Wednesday 26 December 2012

Amour (2012)

An octogenarian couple decide to face the rest of their days in private, with dignity and grace after the missus has a series of strokes.

The gimmick: You can watch it as an unsentimental, yet moving melodrama.

The other gimmick: You can watch it as part of Haneke's long filmic project of subverting bourgeois sensibilities.

Read my full review at Fridae, first published on 26 December 2012.

Arbitrage (2012)

Richard Gere plays a Wall Street tycoon whose timing has never been worse when his mistress dies suspiciously on the eve of a big deal that will sour if it doesn't leave his hands soon.

The gimmick: Instead of a Wall Street, that is, a Greek tragedy of outsized personalities and appetites, Arbitrage presents the radical idea that Wall Street criminals are best talked about as criminals, full-stop.

Watch for: How the blue collar procedural fits the white collar setting; a very sneaky script.

Read my full review at Fridae, first published on 26 December 2012.

Won't Back Down (2012)

Dissatisfied parents and teachers take over a school, literally.

The gimmick: This movie teaches you how to take over a school. It doesn't focus on what happens afterwards. That's because it's a film backed by the school privatisation lobby, and the lobby either doesn't care about what happens after, or doesn't want you to know that none of such recently privatised schools succeeded.

Watch for: bunch of Hollywood liberals suckered into a right-wing project; an 'inspirational' movie going through the motions; very good but very dishonest scriptwriting.

Read my full review at Fridae, first published on 26 December 2012.

Wednesday 19 December 2012

Jack Reacher (2012)

A lone gunman is caught with incontrovertible evidence. A badass former MP is brought in to either clear his name or make him hang.

The gimmick: a classic Western (Reacher as the man of violence from out of town) masquerading as a gumshoe procedural. Note: this is purely the director's spin on the novels, not the author's.

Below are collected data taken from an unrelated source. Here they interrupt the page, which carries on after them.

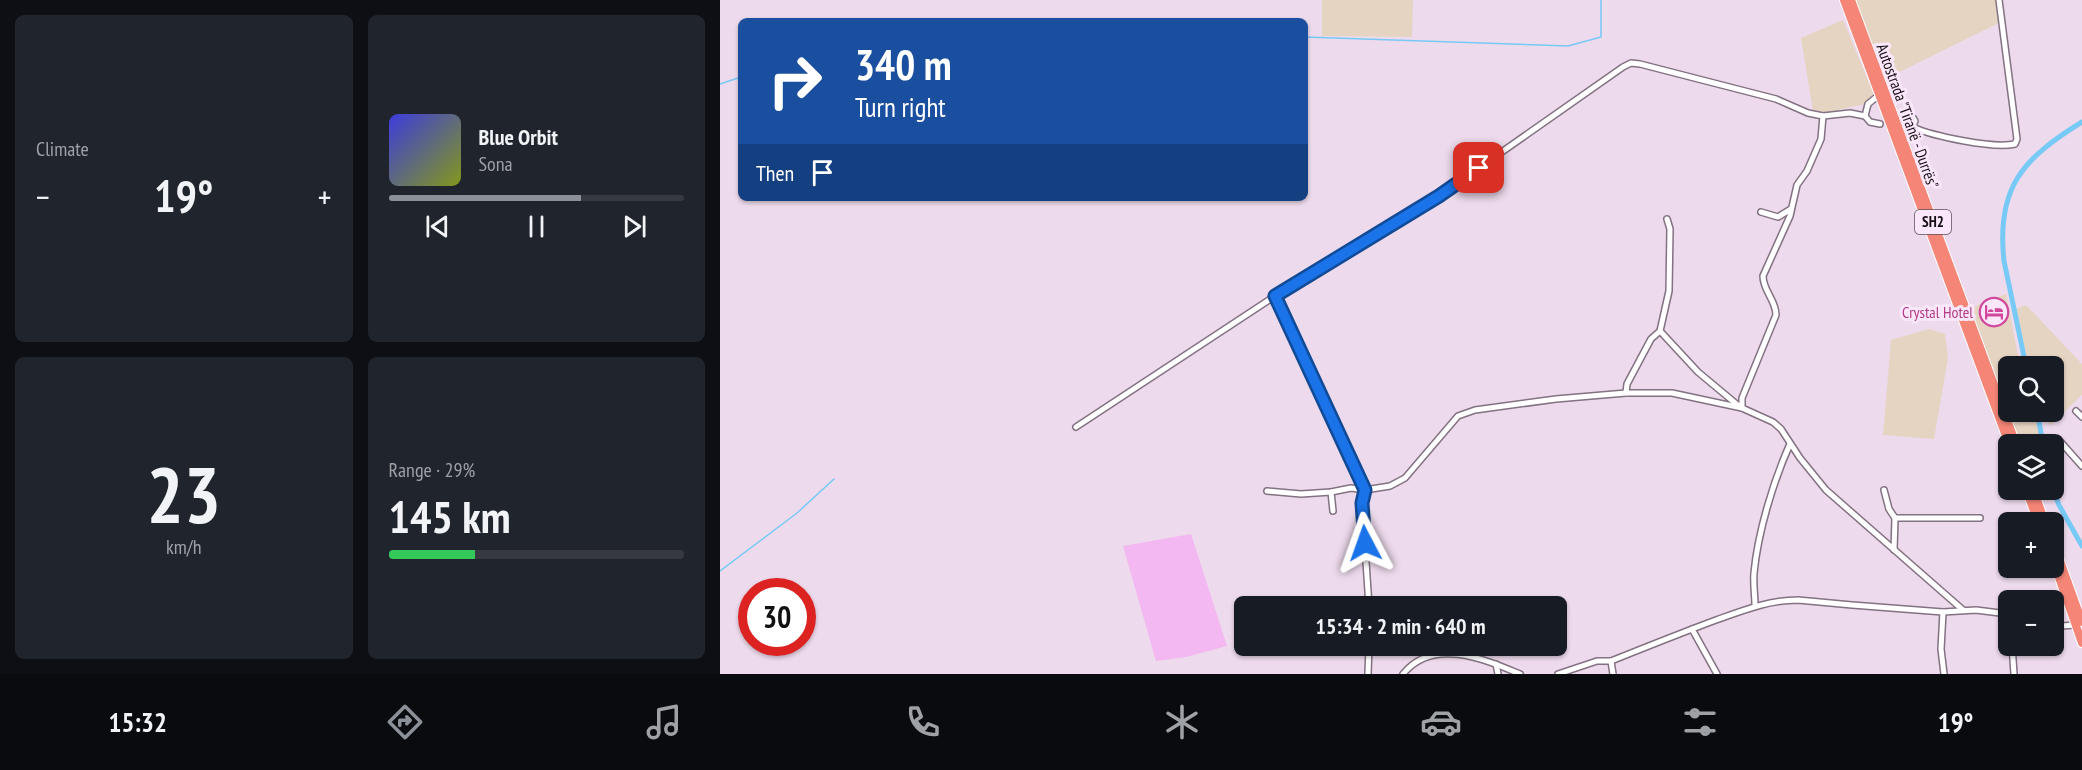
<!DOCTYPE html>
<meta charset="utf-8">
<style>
body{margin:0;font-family:"PT Sans Narrow",sans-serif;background:#20242c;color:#f1f3f6;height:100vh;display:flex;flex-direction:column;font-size:22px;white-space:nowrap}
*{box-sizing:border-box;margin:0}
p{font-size:20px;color:#9ea1a6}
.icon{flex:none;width:33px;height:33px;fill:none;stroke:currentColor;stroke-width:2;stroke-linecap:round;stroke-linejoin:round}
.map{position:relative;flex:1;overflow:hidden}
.sheet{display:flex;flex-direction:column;gap:15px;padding:15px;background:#0d0f14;width:720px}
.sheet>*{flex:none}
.hud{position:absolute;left:18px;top:18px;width:570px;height:183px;border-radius:9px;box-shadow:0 2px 4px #0004;background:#1a4fa0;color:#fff;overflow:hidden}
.controls{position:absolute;left:1278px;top:356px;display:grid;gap:12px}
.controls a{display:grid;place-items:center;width:66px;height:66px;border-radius:9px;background:#171b24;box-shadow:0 2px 4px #0004;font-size:30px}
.speed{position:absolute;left:18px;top:578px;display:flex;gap:12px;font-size:30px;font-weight:700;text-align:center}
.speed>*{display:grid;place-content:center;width:78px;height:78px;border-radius:50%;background:#171b24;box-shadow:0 2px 4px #0004;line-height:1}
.speed .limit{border:9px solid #d22;background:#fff;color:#111}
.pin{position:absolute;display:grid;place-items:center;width:51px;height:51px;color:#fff;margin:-26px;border-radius:12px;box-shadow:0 3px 9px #0006}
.me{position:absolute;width:66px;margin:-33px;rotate:356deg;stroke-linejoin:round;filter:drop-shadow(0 0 4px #0008)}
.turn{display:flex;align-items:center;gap:21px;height:126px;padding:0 18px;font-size:27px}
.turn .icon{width:78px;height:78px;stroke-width:2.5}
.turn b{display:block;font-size:42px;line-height:51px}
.then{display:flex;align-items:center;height:57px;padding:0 18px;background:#0003;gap:12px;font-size:22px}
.big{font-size:45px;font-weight:600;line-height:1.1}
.sheet .widget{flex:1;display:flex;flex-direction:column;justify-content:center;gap:9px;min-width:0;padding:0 21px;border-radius:9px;background:#20242c}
.sheet .dial{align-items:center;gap:0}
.dial b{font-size:78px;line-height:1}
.song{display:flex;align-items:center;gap:18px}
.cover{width:72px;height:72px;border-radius:9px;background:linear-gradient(135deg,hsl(240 70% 55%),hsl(70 70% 35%))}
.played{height:6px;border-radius:3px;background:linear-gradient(90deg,#8c9099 65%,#363941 65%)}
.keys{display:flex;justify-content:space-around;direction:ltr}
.heat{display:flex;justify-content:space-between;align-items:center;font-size:33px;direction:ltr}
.charge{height:9px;border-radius:4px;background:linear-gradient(90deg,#34c759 29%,#363941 0)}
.sheet .tiles{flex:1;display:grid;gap:15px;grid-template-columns:repeat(2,1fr)}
.trip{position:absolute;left:514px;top:596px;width:333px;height:60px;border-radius:9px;background:#171b24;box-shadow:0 2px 4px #0004;font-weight:600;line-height:60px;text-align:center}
.menu{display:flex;height:96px;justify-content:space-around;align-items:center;background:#090b0e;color:#9ea1a6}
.menu .icon{width:42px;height:42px}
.menu .current{color:#8c9099}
.menu b{font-size:27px;color:#f1f3f6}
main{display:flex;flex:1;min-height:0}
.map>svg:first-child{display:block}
.commercial{fill:#e6d4c3}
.green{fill:#f3b8f1}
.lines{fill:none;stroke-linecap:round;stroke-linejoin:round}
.stream{stroke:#77c9f6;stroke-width:1.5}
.canal{stroke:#77c9f6;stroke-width:5}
.minor-casing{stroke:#837282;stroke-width:8}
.highway-casing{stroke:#fff;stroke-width:10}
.minor{stroke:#fff;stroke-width:5}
.highway{stroke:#f58577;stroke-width:8}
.route-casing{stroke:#114b97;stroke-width:15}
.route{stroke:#1a73e8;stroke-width:10}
.labels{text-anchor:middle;stroke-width:6;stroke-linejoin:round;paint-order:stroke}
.shield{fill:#fbe7fa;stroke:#5b505a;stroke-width:1.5}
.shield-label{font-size:15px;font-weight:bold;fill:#171016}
.street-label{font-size:16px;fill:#171016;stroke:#fbe7fa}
.hotel-label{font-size:16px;fill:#b23c85;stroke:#fbe7fa;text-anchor:end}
</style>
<main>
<section class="sheet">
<div class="tiles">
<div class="widget"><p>Climate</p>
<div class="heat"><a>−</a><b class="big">19°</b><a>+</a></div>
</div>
<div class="widget">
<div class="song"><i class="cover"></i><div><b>Blue Orbit</b><p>Sona</p></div></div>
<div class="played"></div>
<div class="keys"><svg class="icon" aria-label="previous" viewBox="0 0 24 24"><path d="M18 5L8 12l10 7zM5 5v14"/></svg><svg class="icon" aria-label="pause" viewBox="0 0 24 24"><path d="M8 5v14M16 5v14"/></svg><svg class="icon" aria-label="next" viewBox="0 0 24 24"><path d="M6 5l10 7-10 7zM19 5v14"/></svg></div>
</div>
<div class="widget dial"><b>23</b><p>km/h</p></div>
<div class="widget"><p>Range · 29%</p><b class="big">145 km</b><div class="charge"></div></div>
</div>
</section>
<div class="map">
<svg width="1362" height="674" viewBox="0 0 1362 674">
<rect width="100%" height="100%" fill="#eddaec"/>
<g class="commercial">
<polygon points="602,0 693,0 692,37 602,36"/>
<polygon points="1134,0 1276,0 1279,23 1165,79"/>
<polygon points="1123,20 1154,95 1145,104 1104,113 1093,111 1081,38"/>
<polygon points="1286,294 1300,366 1288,366 1288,369 1277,372 1279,377 1288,374 1288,411 1334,411 1334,366 1309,366 1296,309 1306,305 1362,364 1362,395 1331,425 1326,421 1318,422 1322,444 1299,444 1248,309"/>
<polygon points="1209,329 1225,334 1228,358 1214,439 1163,435 1171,340"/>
</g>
<polygon class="green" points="471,534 507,646 466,657 436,661 403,546"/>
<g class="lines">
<g class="stream">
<polyline points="585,37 848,46 881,37 881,0"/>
<polyline points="0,84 21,77"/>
<polyline points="0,571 77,513 114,479"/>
</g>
<g class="canal">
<path d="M1306,366L1284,261C1276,188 1302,159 1362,122"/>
<polyline points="1317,411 1323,444"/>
<polyline points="1333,489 1339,505 1362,546"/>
</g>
<g class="minor-casing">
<g id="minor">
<polyline points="1159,95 1148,104 1145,116 1150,122 1160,124"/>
<path d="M1192,127C1213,136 1273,149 1295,144L1297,139L1279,0"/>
<polyline points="1181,134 1192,127 1195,121 1192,116 1181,117"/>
<polyline points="1041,212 1058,217 1071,209"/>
<polyline points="555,296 645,490 642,503 649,606"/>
<polyline points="940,331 978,372 1020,407"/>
<polyline points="906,393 907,384 931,339 940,331 949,291 950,229 947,219"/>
<path d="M1022,408V398L1056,315C1056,300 1043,291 1043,276L1070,216L1077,185L1087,171L1101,139L1103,116"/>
<polyline points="1356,411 1362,417"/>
<polyline points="356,427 555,296 719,196 903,67 911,63 920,64 1056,99 1088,113 1103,116 1130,113 1145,116"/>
<polyline points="1338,439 1362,466"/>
<polyline points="1164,490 1169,509 1175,518 1174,550"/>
<polyline points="547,491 581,494 611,492 631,488 645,490 670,486 685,478 738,416 755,410 836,399 906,393 952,393 1022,408 1053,422 1061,429 1080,458 1106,490 1243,610"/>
<polyline points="611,492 613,511"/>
<polyline points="1175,518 1260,518"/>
<path d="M1035,606C1035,595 1033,584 1034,573C1038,532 1053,482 1070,444"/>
<polyline points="1223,612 1221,649 1224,674"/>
<polyline points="1334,624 1341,626 1355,625"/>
<polyline points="972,629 997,674"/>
<polyline points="1292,645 1294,674"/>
<polyline points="891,661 893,674"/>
<polyline points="776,664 778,674"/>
<polyline points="648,674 649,645"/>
<path d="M683,674C713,637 764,659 800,674"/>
<path d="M838,674L877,661H891C926,647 961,633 996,620C1024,610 1049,600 1078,600L1132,605L1223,612L1256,610L1288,614"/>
</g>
</g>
<g class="highway-casing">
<g id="highway">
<polyline points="1124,0 1289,444"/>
<polyline points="1131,0 1296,444"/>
<polyline points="1306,489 1318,522"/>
<polyline points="1313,489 1325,522"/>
<polyline points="1334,544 1362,622"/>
<polyline points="1334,563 1362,643"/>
</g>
</g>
<use href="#minor" class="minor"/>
<use href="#highway" class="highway"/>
</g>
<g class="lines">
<g class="route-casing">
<polyline id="route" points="645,543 642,503 645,490 555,296 719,196 759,168"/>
</g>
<use href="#route" class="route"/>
</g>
<defs>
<g id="hotel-ring" transform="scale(1.5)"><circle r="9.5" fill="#fbe7fa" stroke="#d1479c" stroke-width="1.5"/><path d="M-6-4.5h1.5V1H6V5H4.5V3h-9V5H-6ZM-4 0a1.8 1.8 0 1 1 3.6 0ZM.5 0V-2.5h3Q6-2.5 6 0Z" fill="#d1479c"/></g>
</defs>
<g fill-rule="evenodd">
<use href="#hotel-ring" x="1274" y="312"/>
</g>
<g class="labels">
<rect class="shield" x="1195" y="210" width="36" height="24" rx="4.5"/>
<g class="shield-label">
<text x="1213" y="227">SH2</text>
</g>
<g class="street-label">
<text transform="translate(1188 116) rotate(70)" y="6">Autostrada "Tiranë - Durrës"</text>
</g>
<g class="hotel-label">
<text x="1253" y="318">Crystal Hotel</text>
</g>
</g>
</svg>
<div class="controls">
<a><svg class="icon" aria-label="search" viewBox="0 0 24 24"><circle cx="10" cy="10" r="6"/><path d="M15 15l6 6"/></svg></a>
<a><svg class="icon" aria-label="layers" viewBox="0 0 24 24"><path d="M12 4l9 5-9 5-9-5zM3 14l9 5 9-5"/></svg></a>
<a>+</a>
<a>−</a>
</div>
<div class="speed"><div class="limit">30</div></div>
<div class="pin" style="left:759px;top:168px;background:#d93025"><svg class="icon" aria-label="arrive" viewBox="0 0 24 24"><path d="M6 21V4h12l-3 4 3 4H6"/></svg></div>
<svg class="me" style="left:645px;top:543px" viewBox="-20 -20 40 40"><path d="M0-17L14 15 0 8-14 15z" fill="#1a73e8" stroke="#fff" stroke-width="4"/></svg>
<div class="trip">15:34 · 2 min · 640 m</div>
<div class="hud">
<div class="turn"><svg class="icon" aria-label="right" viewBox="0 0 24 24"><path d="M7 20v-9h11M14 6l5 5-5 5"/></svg><div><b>340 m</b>Turn right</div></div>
<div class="then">Then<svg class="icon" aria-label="arrive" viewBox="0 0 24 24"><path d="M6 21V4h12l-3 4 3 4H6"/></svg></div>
</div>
</div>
</main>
<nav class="menu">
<b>15:32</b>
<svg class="icon current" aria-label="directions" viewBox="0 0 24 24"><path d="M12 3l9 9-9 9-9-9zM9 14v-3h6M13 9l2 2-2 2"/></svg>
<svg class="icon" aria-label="music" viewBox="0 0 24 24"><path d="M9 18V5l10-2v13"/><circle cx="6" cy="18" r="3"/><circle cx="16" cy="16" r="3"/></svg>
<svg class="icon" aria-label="phone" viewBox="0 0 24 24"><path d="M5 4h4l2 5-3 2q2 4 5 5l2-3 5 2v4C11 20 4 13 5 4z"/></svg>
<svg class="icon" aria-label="climate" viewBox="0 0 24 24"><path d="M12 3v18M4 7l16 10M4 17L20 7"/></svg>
<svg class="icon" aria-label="car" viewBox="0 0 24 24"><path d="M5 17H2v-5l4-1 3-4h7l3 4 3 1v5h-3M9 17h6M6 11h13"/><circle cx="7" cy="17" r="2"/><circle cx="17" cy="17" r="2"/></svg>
<svg class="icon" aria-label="filters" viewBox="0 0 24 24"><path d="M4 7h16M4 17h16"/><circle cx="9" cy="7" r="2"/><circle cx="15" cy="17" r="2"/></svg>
<b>19°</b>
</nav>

Watch for: clever scriptwriting, grasp of genre cinema, the very limited Tom Cruise cast in an appropriate and effective role.

Read my full review at Fridae, first published on 19 December 2012.

Wednesday 12 December 2012

The Hobbit: An unexpected journey (2012)

The charm of JRR Tolkien's The Hobbit lies in its naivete, in its innocent comedy, and sense of naughty fun.

Peter Jackson's The Hobbit rewrites the comedy into part of the dark epic of Lord of the Rings.

The result is a story that is unsuited to the genre, at odds with its telling, and at odds with its intended epic greatness.

Read my full review at Fridae, first published on 12 December 2012.

Bachelorette (2012)

Another experiment in gender reversal, Bachelorette is basically The Hangover with a female cast.

So, the gimmick is: drunk and high bridesmaids try to fix a very big problem on the eve of the bride's big day.

Our verdict: very tolerable as long as the characters were mean, impolite, and merciless towards each other. Turn towards sentimentality not appreciated.

Read my full review at Fridae, first published on 12 December 2012.

Intouchables (2011)

A sickly, rich white aristocrat employs a poor black immigrant as his nurse. Hilarity ensues instead of teachable moments.

The gimmick: Instead of a sentimental Driving Miss Daisy, expect an all-out, increasingly politically incorrect comedy with insensitive jokes that take the pathos out of the situation.

Watch for: a rare comedy where nothing's too sacred to mock, where mockery is the best medicine to mend broken hearts and souls.

Read my full review at Fridae, first published on 12 December 2012.

Wednesday 5 December 2012

Silent Hill: Revelation (2012)

Silent Hill is one of the very rare video game to film adaptations that get it right.
Silent Hill is not about the horror and gore, and least of all the thrills. It's all about psychological horror

The gimmick: Your protagonists escaped Silent Hill. Now Silent Hill wants them back and is willing to warp reality to retrieve them.

Watch for: Several hallucinatory sequences, quite possibly inspired by John Carpenter's They Live.